CFP: Intellectual property in the life sciences, Berlin 29-31 May, 2008

By September 26, 2007No Comments

Jean-Paul Gaudillière (Paris), Daniel Kevles (Yale) and Hans-Jörg Rheinberger (MPIWG, Berlin) are inviting abstracts for a workshop on “Living properties: Making knowledge and controlling ownership in the history of biology” to be held at the Max Planck Institute for the History of Science in Berlin, 29-31 May 2008. Here’s their call for papers:

The history of intellectual property has drawn increasing attention in the history of science. A vast corpus of literature including histories of the political, economic, and legal frameworks of innovation, histories of particular technologies, histories of specific enterprises and their R&D investments have been accumulating in recent decades. This literature has addressed the development of the world’s patent systems and explored the existence of arrangements for intellectual property protection outside the patent system such as trade secrets. It has also provided valuable information on the norms and understanding of patenting activities associated with the production and commercialization of products ranging from mechanical devices to therapeutic methods. It has also demonstrated that forms of intellectual property are the product of fragile compromises that have radically changed through time. Ideas of intellectual property and how to protect it have been revealed as features of broad systems of political economy, closely connected to the production and appropriation of the product itself and expressing a variety of means of control, certification and valorization. These systems have promoted the establishment of boundaries between private and common goods that are both real and historically contested.

Especially important linkages among the worlds of science, industry, and law are provided by the history of intellectual property protection in living organisms and their parts. The patent system of the 19th century, a product of the first industrial revolution, was based on the idea that inventions were useful creations of processes or of entities that were mechanical or chemical in nature. It left many living organisms formally unqualified for intellectual property protection: What was the utility of a new variety of a fruit or flower? How could an innovator define a new breed of sheep in mechanical or chemical terms? Patents, as a means of protecting intellectual property in specifically identifiable and regularly reproducible inventions, also conflicted with ideas concerning the naturalness of plants and animals, their variability, the limits of reproducing them identically, , and/or the dangers of commercial monopolies on goods such as food or medicines essential to the preservation of human life. During the nineteenth century and well into the twentieth century, living organisms were thus held to be un-patentable.

Nevertheless, while plant and animal breeders did not use the term “intellectual property,” they were alive to the concept and they devised a variety of arrangements – pricing systems, contracts, registries, breed associations, trade secrets – to protect the intellectual property in their originations.
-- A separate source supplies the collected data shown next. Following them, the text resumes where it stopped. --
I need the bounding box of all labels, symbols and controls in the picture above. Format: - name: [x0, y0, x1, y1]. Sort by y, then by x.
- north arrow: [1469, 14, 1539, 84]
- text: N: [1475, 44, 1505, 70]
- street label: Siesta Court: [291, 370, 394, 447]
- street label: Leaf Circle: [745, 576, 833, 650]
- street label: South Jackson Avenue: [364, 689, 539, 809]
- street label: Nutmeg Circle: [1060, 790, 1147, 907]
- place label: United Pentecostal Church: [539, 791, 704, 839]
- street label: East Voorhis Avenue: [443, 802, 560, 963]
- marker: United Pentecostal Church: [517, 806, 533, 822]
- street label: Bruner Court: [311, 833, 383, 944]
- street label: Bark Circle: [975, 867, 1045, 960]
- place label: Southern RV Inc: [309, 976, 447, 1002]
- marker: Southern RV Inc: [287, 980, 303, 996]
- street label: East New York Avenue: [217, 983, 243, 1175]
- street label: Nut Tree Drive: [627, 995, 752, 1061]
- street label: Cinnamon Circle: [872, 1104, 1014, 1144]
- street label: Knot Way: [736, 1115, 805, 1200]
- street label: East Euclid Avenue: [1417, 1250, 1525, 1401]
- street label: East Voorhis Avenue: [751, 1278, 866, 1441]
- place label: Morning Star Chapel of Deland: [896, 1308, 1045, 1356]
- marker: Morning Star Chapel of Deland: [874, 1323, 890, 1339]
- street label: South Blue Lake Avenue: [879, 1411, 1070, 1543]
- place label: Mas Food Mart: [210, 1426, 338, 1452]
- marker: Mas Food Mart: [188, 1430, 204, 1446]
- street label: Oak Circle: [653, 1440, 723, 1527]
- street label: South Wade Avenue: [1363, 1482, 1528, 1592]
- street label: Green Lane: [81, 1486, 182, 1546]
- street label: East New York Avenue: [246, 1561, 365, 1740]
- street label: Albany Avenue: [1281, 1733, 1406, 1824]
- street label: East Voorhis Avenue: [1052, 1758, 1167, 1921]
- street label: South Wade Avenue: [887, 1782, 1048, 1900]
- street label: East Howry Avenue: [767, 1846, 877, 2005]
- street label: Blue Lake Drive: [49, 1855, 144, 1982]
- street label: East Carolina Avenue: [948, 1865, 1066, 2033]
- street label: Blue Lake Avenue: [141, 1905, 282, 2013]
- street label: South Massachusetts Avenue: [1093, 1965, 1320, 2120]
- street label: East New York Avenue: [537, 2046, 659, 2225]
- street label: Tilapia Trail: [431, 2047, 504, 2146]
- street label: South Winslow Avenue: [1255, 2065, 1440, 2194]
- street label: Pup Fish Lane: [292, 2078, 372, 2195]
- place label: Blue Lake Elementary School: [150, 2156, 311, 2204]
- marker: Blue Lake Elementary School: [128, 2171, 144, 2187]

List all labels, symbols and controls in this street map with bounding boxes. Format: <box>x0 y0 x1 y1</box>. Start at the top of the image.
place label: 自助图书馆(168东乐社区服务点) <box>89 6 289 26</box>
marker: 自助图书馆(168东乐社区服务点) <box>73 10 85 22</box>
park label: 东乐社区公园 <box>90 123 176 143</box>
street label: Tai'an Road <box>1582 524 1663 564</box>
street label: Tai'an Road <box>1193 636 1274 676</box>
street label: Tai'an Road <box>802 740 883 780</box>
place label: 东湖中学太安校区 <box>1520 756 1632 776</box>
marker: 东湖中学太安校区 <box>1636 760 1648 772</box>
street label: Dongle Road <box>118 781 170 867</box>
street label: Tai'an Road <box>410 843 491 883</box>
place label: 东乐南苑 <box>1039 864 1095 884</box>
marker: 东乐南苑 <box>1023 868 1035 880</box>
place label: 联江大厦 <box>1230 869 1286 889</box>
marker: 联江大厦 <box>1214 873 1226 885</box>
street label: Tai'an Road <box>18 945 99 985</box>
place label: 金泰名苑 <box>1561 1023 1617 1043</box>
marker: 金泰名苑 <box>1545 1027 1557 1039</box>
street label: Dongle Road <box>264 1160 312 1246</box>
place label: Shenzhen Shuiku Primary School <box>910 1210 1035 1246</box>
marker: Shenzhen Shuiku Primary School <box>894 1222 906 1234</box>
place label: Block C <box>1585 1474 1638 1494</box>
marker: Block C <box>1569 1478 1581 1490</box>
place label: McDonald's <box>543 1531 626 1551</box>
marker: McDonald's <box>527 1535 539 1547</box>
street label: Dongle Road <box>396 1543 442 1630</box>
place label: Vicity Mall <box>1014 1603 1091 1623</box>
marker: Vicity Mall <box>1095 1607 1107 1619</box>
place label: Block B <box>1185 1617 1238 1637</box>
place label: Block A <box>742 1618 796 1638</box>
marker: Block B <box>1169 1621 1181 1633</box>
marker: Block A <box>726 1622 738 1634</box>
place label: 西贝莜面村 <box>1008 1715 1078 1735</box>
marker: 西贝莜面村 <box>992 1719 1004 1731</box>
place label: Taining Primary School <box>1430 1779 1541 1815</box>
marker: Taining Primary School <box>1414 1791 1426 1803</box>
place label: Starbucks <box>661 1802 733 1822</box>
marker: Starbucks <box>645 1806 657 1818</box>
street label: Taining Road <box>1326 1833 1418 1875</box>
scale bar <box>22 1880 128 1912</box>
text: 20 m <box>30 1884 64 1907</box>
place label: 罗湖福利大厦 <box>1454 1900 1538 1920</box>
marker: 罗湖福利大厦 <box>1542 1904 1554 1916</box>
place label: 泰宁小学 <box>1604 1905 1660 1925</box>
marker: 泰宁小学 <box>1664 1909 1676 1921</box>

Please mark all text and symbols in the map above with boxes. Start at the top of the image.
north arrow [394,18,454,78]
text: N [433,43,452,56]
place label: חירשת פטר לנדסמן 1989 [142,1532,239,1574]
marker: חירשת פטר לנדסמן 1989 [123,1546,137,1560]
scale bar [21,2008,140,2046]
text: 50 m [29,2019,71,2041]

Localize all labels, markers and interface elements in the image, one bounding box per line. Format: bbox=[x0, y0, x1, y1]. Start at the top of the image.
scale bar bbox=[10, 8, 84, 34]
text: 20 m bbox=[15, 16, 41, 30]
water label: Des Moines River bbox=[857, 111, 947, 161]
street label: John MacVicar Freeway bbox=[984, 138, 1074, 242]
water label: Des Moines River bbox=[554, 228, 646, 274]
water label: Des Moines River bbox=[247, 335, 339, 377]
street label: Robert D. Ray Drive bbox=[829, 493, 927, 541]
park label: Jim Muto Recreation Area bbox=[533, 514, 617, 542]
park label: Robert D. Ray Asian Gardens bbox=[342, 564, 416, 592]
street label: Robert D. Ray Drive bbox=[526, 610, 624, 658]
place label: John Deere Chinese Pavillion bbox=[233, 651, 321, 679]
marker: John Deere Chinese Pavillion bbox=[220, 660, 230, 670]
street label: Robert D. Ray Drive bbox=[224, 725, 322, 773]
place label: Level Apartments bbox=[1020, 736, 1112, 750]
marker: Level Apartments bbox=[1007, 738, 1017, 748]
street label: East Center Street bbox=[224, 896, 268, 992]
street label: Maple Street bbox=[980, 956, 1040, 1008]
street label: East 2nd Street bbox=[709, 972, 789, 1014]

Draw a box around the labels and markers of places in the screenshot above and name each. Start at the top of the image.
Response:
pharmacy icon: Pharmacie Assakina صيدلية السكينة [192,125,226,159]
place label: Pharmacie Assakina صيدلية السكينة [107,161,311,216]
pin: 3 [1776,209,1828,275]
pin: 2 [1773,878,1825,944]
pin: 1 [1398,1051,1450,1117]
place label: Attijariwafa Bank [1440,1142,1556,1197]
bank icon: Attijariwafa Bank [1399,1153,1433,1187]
Patentability first came to living organisms – but only asexually reproducible ones — in the United States with the Plant Patent Act, of 1930. Beginning in the 1960s, a complementary system of plant breeders’ rights grew up in Europe and elsewhere. Beginning in 1980, the increasing understanding of life as specific, manipulated forms of chemistry led to the expansion of the biotechnological industries and to the establishment around the world of intellectual property protection through patents to virtually all living organisms and their parts, save for human beings. Patents have become common and normal ways of controlling and commercializing the biological entities that figure in the laboratory, the nursery, the farm, the factory, and the clinic. All these developments and their impacts have begun to receive historical attention, but a great deal remains to be learned about appropriation, collective ownership and intellectual property protection in living organisms and related technologies in food and pharmaceutical during the nineteenth and twentieth centuries.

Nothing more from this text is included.